- LocationBangalore, India
-
IndustryInsurance
What will your role be? The Site Reliability Engineering team (SRE team) is at the heart of Turtlemint’s server infrastructure. The team ensures that the services in production are available, scale to the variable load while ensuring latencies meeting set benchmarks at the most optimal cost point. To achieve this, the team relies on talented SRE engineers which are complimented by a set of cutting edge tools and technologies. As an engineer with the SRE team you will create and maintain software and infrastructure to keep the system highly available and operations seamless.

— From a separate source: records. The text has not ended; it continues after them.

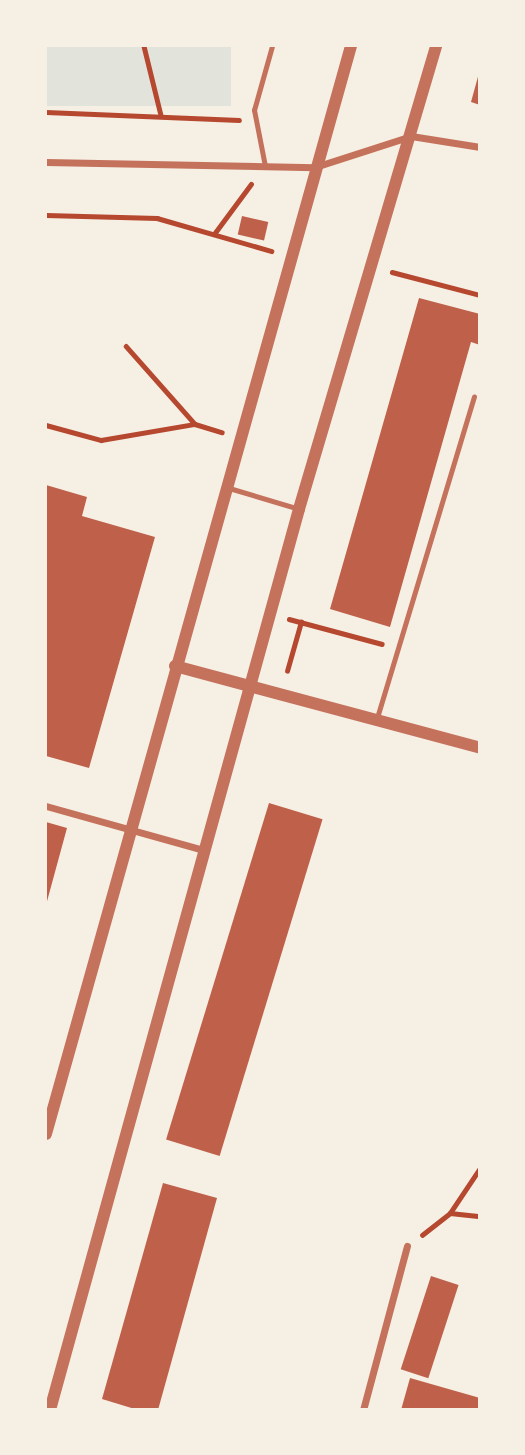 <!DOCTYPE html>
<html>
<head>
<meta charset="utf-8">
<style>
	body { margin:0 }
	#map { position:relative; width:525px; height:1455px; overflow:hidden; background:#f6efe4; font-family:Overpass,sans-serif }
	div>[style] { position:absolute }
	.green>* { inset:0; background:#e2e4dc; transform-origin:0 0 }
	.building>* { inset:0; background:#bf614a; transform-origin:0 0 }
	.path>* { height:4.5px; margin:-2.25px; padding:0 2.25px; transform-origin:2.25px; border-radius:2.25px; background:#b5482f }
	.service>* { height:5px; margin:-2.5px; padding:0 2.5px; transform-origin:2.5px; border-radius:2.5px; background:#c5725c }
	.minor>* { height:7px; margin:-3.5px; padding:0 3.5px; transform-origin:3.5px; border-radius:3.5px; background:#c5725c }
	.tertiary>* { height:12px; margin:-6px; padding:0 6px; transform-origin:6px; border-radius:6px; background:#c5725c }
	span { translate:-50% -50%; white-space:nowrap; text-align:center; line-height:1.15; -webkit-text-stroke:7px #f6efe4; paint-order:stroke }
	.frame { position:absolute; inset:0; border:47px solid #f6efe4; pointer-events:none }
</style>
</head>
<body>
<div id="map">
	<div class="green">
		<i style="left:46px;top:46px;width:185px;height:60px"></i>
	</div>
	<div class="building">
		<i style="clip-path:polygon(479px 73px,480px 73px,480px 105px,471px 102px)"></i>
		<i style="left:242px;top:216px;width:27px;height:19px;rotate:13deg"></i>
		<i style="clip-path:polygon(419px 298px,480px 314px,480px 345px,471px 342px,390px 627px,330px 609px)"></i>
		<i style="clip-path:polygon(46px 485px,87px 497px,82px 516px,155px 537px,89px 768px,46px 756px)"></i>
		<i style="left:269px;top:803px;width:56px;height:352px;rotate:17deg"></i>
		<i style="clip-path:polygon(46px 822px,67px 828px,46px 905px)"></i>
		<i style="clip-path:polygon(163px 1183px,217px 1198px,158px 1410px,138px 1410px,102px 1399px)"></i>
		<i style="left:431px;top:1276px;width:29px;height:98px;rotate:18deg"></i>
		<i style="clip-path:polygon(410px 1378px,480px 1398px,480px 1410px,401px 1410px)"></i>
	</div>
	<div class="path">
		<i style="left:144px;top:46px;width:71px;rotate:76.2deg"></i>
		<i style="left:46px;top:112px;width:193px;rotate:2.4deg"></i>
		<i style="left:46px;top:215px;width:111px;rotate:1.5deg"></i>
		<i style="left:157px;top:218px;width:119px;rotate:16.1deg"></i>
		<i style="left:214px;top:234px;width:62px;rotate:-53.5deg"></i>
		<i style="left:392px;top:272px;width:91px;rotate:14.6deg"></i>
		<i style="left:126px;top:346px;width:104px;rotate:48.5deg"></i>
		<i style="left:46px;top:425px;width:57px;rotate:15.3deg"></i>
		<i style="left:101px;top:440px;width:95px;rotate:-9.7deg"></i>
		<i style="left:195px;top:424px;width:28px;rotate:17deg"></i>
		<i style="left:289px;top:619px;width:96px;rotate:15deg"></i>
		<i style="left:287px;top:671px;width:51px;rotate:-74.1deg"></i>
		<i style="left:450px;top:1213px;width:54px;rotate:-56.3deg"></i>
		<i style="left:422px;top:1235px;width:36px;rotate:-38deg"></i>
		<i style="left:450px;top:1213px;width:30px;rotate:6deg"></i>
	</div>
	<div class="service">
		<i style="left:265px;top:166px;width:57px;rotate:-101.1deg"></i>
		<i style="left:254px;top:110px;width:66px;rotate:-74.3deg"></i>
		<i style="left:229px;top:488px;width:73px;rotate:16.7deg"></i>
		<i style="left:376px;top:721px;width:339px;rotate:-73.2deg"></i>
	</div>
	<div class="minor">
		<i style="left:46px;top:162px;width:269px;rotate:1.1deg"></i>
		<i style="left:315px;top:167px;width:101px;rotate:-17.9deg"></i>
		<i style="left:411px;top:136px;width:70px;rotate:9.1deg"></i>
		<i style="left:46px;top:806px;width:164px;rotate:15.6deg"></i>
		<i style="left:363px;top:1410px;width:170px;rotate:-75deg"></i>
	</div>
	<div class="tertiary">
		<i style="left:175px;top:666px;width:316px;rotate:15deg"></i>
		<i style="left:46px;top:1134px;width:1130px;rotate:-74.34deg"></i>
		<i style="left:50px;top:1410px;width:935px;rotate:-74.55deg"></i>
		<i style="left:299px;top:509px;width:483px;rotate:-73.5deg"></i>
	</div>
	<div class="frame"></div>
</div>
</body>
</html>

Key Responsibilities As a Site Reliability Engineer, you will:
● As a SRE, you will be responsible for designing, implementing, and managing cutting-edge deployment and automation of cloud resources. ● Maintain a highly available and reliable production service.
● Setup monitoring and alerts for production environments.
● Looking for improvements for any platform or resourcing constraints through automation and new technologies.
● Be an AWS platform expert in the “core” infrastructure areas (VPC, EC2, RDS, S3, etc.)
● Deploy and maintain AWS infrastructure in client environments
● Contribute to codebase with Terraform, Ansible, or potentially other automation and scripting languages
● Contribute to organization’s ever-growing knowledge base
What are we looking for? Required
● At least 3 to 5 years of hands-on experience with AWS or any other Public Cloud.
● Experience deploying and managing infrastructure on public clouds such as AWS or Azure
● Experience in implementing containerized solutions using Docker, Amazon EKS, AKS, AWS Elastic Container Service etc.
● Proficient in Unix/Linux tools and systems
● Scripting and automation skills (Python, Bash or similar)
● Working experience of using Jenkins, Git etc. Monitoring tools (Prometheus Stack), Logging tools (ELK) is a plus
● Solid understanding of Continuous Integration and Continuous Delivery best practices
● Hand on experience of IaC and configuration management tools such as Cloud formation, Terraform, Ansible, Packer etc.
● Agile and fast Learner with an optimistic attitude, taking the team along towards a common goal.